Activity: On the basis of the records below, report how many lines contain the word "canvas". Nothing else should be given.

Segment Start: Input data

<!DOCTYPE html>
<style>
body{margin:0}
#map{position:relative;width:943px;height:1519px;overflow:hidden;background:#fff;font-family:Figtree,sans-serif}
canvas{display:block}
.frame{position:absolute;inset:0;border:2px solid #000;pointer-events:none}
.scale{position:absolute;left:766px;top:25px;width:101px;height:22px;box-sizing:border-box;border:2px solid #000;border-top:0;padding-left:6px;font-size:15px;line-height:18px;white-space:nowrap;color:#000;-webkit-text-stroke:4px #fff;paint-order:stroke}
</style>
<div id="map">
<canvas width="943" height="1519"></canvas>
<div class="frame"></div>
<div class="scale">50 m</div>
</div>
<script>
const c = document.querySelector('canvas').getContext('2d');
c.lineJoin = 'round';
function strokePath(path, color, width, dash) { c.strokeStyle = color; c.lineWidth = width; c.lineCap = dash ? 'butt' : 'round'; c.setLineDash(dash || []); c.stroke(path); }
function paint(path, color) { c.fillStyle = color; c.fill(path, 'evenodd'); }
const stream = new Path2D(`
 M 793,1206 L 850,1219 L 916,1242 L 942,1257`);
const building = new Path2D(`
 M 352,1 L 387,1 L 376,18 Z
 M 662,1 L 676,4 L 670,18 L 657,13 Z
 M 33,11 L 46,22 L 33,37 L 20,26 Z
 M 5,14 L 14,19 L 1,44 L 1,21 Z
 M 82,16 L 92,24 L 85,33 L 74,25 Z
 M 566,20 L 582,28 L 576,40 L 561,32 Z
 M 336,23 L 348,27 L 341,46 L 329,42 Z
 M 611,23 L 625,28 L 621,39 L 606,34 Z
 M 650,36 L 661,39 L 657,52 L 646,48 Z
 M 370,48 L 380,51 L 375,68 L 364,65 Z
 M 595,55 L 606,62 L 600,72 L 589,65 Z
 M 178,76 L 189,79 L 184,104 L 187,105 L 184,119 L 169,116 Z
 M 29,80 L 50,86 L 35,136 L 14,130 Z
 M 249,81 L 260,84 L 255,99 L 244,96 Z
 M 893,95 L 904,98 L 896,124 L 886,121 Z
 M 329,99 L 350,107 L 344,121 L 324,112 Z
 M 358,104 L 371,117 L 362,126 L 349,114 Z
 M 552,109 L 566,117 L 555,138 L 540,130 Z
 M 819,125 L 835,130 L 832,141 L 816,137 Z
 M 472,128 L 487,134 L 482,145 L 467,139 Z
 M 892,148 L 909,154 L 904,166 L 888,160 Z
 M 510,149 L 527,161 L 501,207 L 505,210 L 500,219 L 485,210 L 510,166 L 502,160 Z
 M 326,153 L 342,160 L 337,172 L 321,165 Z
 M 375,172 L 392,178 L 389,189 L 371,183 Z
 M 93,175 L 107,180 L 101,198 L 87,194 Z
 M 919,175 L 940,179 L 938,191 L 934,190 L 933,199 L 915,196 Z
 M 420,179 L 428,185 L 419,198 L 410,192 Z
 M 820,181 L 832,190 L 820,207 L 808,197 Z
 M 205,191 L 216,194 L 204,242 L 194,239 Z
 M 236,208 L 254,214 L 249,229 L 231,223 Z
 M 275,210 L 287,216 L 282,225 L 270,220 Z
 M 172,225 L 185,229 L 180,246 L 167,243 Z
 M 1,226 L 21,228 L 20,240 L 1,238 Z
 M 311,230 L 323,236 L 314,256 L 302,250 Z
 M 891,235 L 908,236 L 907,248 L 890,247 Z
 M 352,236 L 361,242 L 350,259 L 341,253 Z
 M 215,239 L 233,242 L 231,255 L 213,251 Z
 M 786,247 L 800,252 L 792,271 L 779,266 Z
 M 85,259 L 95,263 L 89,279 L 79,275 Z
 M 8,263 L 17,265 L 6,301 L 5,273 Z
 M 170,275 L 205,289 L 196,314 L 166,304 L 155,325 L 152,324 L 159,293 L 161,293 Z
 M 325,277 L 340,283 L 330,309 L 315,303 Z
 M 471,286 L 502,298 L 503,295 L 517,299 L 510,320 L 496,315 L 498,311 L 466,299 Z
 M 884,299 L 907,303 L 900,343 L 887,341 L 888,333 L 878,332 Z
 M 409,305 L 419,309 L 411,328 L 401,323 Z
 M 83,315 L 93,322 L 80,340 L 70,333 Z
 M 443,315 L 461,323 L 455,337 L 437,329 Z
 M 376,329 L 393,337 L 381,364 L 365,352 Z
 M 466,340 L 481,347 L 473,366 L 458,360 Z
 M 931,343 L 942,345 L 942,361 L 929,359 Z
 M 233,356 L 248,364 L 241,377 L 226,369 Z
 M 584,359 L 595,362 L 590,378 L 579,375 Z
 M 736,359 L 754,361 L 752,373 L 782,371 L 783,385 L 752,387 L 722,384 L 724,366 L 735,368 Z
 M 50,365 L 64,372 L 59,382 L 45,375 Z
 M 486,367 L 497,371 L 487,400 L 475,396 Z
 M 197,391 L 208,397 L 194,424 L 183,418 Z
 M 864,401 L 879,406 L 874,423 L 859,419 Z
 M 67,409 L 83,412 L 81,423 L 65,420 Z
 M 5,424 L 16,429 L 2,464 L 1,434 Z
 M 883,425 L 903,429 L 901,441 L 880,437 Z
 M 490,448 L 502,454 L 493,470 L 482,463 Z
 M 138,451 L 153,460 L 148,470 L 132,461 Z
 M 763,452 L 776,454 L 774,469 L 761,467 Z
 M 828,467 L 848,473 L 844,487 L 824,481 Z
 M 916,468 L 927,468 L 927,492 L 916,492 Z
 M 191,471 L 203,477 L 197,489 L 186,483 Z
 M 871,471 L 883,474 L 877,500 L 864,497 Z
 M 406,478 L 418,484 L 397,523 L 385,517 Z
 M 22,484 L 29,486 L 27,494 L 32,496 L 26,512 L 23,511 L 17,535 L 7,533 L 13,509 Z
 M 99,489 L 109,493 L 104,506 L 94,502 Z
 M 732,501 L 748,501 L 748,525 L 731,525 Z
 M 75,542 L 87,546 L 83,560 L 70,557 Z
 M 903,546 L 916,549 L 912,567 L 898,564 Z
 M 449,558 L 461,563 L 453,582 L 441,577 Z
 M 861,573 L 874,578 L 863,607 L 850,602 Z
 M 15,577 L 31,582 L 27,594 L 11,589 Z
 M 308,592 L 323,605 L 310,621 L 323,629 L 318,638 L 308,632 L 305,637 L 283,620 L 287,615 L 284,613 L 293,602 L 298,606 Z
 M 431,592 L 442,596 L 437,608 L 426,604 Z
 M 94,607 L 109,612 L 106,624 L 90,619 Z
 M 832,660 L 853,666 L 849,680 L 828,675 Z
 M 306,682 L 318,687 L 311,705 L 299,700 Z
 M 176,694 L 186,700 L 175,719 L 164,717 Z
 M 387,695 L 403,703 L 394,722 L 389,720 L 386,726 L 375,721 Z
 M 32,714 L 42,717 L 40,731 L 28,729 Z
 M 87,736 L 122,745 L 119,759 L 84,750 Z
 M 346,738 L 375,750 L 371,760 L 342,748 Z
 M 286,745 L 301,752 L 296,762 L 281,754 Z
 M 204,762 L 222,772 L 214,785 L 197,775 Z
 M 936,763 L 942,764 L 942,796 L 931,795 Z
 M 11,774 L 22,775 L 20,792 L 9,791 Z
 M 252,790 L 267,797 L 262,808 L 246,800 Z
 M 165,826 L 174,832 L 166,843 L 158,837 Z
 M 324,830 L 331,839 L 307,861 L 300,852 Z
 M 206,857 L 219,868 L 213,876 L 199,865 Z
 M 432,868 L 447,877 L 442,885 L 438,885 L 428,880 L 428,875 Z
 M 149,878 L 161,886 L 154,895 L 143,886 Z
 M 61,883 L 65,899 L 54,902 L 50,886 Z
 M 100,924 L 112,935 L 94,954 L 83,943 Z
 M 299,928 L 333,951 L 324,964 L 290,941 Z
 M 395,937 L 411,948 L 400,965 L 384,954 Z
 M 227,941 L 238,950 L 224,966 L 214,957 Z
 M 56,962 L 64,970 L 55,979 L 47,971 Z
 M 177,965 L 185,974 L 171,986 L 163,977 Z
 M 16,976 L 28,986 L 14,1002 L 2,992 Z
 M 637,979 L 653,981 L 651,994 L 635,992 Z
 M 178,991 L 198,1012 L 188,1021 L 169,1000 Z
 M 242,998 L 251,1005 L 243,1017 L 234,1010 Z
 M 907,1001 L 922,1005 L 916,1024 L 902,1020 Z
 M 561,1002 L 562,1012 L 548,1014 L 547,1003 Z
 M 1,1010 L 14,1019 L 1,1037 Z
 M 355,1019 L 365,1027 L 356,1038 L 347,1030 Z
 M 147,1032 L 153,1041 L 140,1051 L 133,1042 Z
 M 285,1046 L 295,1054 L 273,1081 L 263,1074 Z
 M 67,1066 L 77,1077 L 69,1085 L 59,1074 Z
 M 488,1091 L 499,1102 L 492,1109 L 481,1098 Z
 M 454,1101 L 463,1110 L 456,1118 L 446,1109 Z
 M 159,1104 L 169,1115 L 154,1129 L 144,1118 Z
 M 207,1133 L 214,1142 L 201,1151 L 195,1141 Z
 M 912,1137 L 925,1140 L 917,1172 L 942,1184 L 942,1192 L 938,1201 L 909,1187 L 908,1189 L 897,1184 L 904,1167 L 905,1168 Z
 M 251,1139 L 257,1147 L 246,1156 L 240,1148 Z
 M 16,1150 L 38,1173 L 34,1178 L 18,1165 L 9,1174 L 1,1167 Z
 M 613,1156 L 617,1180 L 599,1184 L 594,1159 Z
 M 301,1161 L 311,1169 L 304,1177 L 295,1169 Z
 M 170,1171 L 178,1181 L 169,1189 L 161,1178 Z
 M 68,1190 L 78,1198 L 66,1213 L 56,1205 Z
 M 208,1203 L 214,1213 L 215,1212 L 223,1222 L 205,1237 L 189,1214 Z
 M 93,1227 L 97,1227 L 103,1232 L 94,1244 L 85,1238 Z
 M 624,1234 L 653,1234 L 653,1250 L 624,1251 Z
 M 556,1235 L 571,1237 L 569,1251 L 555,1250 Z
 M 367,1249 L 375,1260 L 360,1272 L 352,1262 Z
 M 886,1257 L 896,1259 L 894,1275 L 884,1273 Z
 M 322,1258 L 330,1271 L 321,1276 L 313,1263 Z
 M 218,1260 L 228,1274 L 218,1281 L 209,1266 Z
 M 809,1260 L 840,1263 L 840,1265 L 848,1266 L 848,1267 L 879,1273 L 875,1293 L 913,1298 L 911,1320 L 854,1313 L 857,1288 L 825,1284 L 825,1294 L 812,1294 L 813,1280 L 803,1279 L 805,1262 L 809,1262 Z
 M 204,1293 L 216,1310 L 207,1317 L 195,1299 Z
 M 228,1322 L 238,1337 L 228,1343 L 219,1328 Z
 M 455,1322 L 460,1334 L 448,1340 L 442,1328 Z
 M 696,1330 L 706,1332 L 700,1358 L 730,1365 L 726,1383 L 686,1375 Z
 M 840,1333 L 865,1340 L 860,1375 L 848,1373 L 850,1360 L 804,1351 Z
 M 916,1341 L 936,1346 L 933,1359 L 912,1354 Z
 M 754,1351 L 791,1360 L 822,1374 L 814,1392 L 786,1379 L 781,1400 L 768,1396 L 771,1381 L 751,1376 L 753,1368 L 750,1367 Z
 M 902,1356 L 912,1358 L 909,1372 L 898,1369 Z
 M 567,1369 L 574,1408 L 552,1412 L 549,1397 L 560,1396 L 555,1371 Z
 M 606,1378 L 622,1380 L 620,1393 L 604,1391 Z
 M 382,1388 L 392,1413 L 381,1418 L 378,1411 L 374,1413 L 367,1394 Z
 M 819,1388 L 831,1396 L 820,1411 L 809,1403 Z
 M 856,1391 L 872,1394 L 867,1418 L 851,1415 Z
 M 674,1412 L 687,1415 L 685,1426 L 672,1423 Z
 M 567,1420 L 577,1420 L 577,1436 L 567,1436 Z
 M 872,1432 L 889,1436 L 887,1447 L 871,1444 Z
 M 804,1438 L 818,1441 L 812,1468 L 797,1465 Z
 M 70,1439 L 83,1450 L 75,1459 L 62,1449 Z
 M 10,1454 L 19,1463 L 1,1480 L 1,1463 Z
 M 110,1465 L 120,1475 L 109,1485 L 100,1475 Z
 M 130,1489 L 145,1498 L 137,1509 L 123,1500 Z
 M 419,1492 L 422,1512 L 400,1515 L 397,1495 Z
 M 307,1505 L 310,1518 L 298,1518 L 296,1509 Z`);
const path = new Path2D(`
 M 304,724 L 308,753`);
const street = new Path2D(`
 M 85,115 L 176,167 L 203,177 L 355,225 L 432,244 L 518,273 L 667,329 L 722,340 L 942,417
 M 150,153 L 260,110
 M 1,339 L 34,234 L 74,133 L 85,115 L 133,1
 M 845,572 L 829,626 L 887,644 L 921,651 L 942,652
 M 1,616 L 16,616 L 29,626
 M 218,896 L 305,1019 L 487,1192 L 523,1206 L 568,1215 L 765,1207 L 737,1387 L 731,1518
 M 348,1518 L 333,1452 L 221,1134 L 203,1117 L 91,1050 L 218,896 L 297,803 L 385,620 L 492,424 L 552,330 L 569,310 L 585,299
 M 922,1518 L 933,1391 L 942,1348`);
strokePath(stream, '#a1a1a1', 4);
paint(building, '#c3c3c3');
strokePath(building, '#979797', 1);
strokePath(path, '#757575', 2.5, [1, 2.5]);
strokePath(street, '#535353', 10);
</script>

Segment End: Input data

Solution for this task: 3